**Exercise instructions:** What lines of the data include the string "solid"? Copy them all.

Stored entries
↓

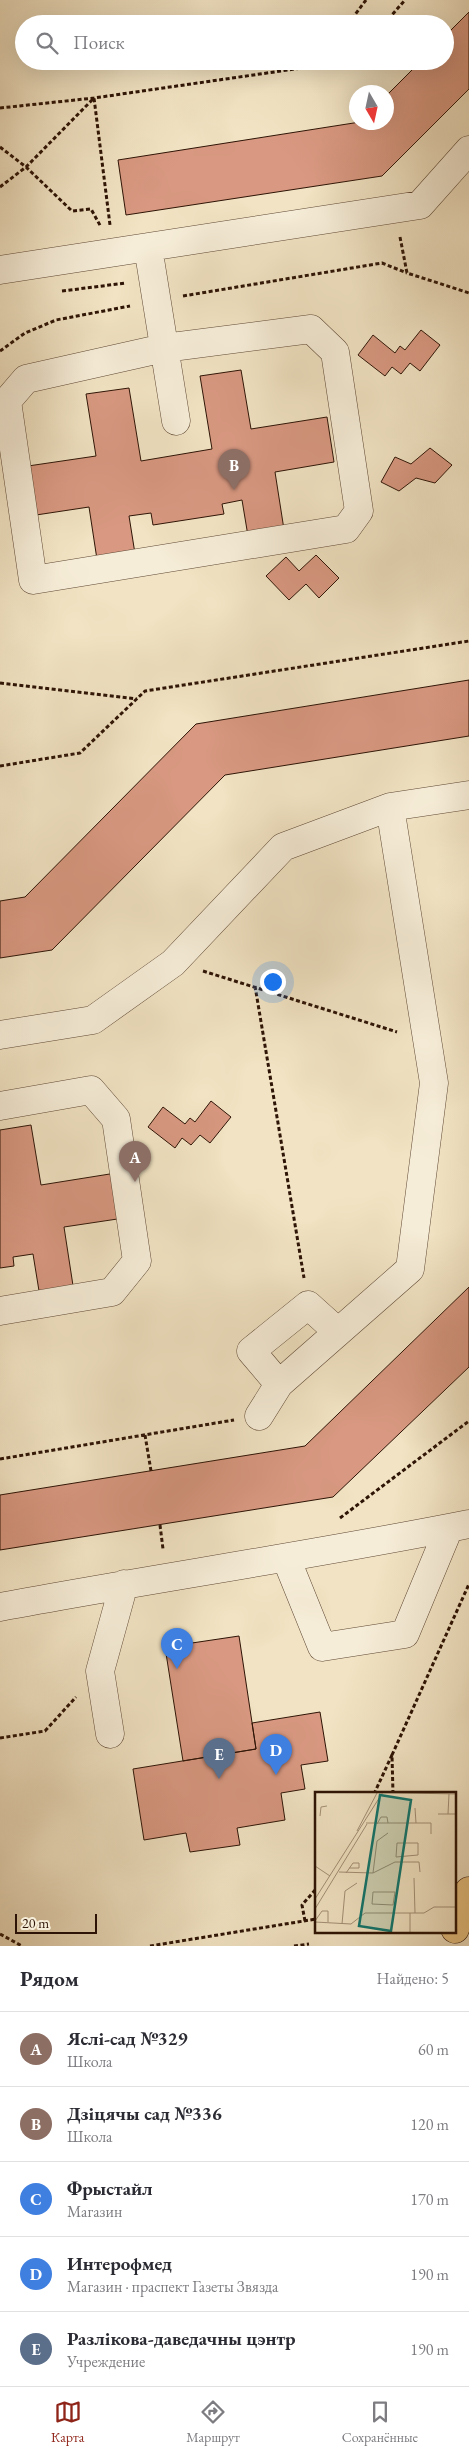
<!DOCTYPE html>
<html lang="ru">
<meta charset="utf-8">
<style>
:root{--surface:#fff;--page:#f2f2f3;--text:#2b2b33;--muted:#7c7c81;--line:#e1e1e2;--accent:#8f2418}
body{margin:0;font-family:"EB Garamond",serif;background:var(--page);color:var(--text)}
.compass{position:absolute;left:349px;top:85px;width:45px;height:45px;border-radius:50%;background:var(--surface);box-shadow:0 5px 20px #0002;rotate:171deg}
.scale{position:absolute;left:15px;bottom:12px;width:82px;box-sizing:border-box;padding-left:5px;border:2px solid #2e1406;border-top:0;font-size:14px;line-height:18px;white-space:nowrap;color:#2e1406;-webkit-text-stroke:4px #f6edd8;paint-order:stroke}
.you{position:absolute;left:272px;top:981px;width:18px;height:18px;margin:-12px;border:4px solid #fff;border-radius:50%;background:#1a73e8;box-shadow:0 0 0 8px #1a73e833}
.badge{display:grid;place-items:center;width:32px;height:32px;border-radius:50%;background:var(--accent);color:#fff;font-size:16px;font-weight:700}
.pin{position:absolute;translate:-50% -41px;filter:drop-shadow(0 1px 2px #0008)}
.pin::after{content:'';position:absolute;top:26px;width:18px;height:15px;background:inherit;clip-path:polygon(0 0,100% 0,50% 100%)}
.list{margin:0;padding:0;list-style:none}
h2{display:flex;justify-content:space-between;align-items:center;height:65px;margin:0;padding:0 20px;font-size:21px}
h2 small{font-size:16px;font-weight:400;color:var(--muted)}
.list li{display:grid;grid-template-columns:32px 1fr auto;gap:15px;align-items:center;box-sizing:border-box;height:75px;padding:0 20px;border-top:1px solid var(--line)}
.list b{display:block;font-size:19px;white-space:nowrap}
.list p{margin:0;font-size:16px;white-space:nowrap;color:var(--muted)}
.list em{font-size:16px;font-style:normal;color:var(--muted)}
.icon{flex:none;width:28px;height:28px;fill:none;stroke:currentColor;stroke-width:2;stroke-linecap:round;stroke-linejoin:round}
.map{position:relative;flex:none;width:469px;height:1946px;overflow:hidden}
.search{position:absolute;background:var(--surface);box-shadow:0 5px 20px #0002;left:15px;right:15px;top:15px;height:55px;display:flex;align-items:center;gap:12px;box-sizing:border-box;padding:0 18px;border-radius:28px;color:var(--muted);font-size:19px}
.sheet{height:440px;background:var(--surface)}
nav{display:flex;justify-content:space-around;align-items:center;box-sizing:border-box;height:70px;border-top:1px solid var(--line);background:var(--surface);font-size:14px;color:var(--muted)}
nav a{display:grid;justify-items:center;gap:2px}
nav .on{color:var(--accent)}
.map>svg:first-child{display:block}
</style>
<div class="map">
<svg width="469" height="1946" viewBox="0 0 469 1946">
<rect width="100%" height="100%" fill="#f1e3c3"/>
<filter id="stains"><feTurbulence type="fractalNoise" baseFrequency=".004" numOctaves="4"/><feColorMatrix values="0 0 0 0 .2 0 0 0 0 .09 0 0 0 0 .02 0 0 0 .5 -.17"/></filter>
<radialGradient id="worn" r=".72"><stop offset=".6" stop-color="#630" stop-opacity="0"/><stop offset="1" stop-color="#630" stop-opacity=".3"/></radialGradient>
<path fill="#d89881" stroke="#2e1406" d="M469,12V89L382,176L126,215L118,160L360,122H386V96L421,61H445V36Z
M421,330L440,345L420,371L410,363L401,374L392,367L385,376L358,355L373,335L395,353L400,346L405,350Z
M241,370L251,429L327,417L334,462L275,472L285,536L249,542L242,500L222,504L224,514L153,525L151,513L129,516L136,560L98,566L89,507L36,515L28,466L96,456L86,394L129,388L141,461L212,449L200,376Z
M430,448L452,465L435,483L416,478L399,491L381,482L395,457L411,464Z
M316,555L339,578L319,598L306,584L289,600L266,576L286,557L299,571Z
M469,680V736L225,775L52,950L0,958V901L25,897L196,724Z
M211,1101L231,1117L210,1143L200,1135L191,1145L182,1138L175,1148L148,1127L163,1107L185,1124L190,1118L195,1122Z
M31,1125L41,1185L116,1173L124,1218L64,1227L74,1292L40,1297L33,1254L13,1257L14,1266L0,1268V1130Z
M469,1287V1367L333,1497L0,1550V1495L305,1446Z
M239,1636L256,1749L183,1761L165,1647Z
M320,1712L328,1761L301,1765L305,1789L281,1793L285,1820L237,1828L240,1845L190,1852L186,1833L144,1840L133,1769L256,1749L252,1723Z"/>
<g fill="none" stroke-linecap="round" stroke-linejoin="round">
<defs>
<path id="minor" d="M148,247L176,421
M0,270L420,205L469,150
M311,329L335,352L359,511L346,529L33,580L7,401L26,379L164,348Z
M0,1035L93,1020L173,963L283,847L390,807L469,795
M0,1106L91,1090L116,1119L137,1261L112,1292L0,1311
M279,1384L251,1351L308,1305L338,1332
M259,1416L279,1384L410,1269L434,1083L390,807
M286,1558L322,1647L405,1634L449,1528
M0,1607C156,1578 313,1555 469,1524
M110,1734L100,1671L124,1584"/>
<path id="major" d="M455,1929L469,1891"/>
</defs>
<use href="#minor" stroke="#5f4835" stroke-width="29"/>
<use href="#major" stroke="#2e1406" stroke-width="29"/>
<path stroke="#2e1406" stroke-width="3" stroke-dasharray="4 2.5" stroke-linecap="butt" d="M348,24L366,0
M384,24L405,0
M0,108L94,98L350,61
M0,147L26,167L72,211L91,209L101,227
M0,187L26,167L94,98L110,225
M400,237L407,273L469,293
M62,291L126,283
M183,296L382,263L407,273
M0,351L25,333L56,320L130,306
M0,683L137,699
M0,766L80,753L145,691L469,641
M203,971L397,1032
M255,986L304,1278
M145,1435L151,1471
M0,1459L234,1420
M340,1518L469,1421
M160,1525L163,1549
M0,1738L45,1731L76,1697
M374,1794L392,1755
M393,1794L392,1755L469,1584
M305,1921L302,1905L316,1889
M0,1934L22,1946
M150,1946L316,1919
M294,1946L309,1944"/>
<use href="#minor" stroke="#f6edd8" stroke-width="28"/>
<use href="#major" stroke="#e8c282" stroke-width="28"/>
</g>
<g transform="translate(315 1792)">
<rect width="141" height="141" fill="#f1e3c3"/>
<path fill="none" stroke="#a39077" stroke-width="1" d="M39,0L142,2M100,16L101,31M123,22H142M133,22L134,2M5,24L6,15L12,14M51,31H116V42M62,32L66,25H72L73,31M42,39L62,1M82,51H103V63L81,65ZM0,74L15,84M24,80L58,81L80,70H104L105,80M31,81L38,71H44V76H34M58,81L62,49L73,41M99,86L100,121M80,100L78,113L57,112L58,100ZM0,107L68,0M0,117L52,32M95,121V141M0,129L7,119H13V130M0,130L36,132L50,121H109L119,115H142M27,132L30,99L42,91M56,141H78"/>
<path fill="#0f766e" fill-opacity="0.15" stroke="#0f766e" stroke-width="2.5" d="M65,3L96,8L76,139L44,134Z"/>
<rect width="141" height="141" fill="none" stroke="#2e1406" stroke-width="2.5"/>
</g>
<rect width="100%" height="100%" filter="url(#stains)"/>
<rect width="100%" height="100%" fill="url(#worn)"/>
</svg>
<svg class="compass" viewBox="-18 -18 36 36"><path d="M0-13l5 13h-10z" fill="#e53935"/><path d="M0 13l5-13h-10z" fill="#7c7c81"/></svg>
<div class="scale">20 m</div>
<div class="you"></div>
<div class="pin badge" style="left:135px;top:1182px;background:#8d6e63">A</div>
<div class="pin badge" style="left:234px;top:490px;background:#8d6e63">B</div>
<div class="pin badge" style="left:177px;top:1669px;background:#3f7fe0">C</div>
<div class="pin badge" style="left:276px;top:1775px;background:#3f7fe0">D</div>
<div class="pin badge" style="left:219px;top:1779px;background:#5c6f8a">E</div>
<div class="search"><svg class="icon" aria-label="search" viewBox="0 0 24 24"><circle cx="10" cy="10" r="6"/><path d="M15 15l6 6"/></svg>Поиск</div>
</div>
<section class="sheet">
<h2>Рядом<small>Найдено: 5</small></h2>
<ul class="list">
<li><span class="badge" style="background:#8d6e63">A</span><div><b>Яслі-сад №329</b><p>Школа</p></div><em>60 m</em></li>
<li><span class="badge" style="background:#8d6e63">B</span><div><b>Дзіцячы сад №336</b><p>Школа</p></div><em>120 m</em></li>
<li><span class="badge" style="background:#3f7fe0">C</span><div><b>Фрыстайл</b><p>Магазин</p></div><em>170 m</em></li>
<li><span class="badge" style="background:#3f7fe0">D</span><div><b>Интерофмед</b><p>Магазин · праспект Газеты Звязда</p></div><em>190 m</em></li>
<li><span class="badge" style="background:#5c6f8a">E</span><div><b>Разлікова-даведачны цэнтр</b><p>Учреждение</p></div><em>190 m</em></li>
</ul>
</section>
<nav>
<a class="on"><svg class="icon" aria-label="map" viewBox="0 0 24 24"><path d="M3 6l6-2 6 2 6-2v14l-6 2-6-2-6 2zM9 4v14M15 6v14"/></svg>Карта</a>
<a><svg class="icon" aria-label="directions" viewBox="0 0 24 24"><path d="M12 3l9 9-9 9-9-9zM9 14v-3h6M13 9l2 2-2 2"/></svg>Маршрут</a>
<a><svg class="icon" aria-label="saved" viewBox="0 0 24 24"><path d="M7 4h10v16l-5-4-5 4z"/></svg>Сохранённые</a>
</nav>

↑

**Answer to this task:**
.scale{position:absolute;left:15px;bottom:12px;width:82px;box-sizing:border-box;padding-left:5px;border:2px solid #2e1406;border-top:0;font-size:14px;line-height:18px;white-space:nowrap;color:#2e1406;-webkit-text-stroke:4px #f6edd8;paint-order:stroke}
.you{position:absolute;left:272px;top:981px;width:18px;height:18px;margin:-12px;border:4px solid #fff;border-radius:50%;background:#1a73e8;box-shadow:0 0 0 8px #1a73e833}
.list li{display:grid;grid-template-columns:32px 1fr auto;gap:15px;align-items:center;box-sizing:border-box;height:75px;padding:0 20px;border-top:1px solid var(--line)}
nav{display:flex;justify-content:space-around;align-items:center;box-sizing:border-box;height:70px;border-top:1px solid var(--line);background:var(--surface);font-size:14px;color:var(--muted)}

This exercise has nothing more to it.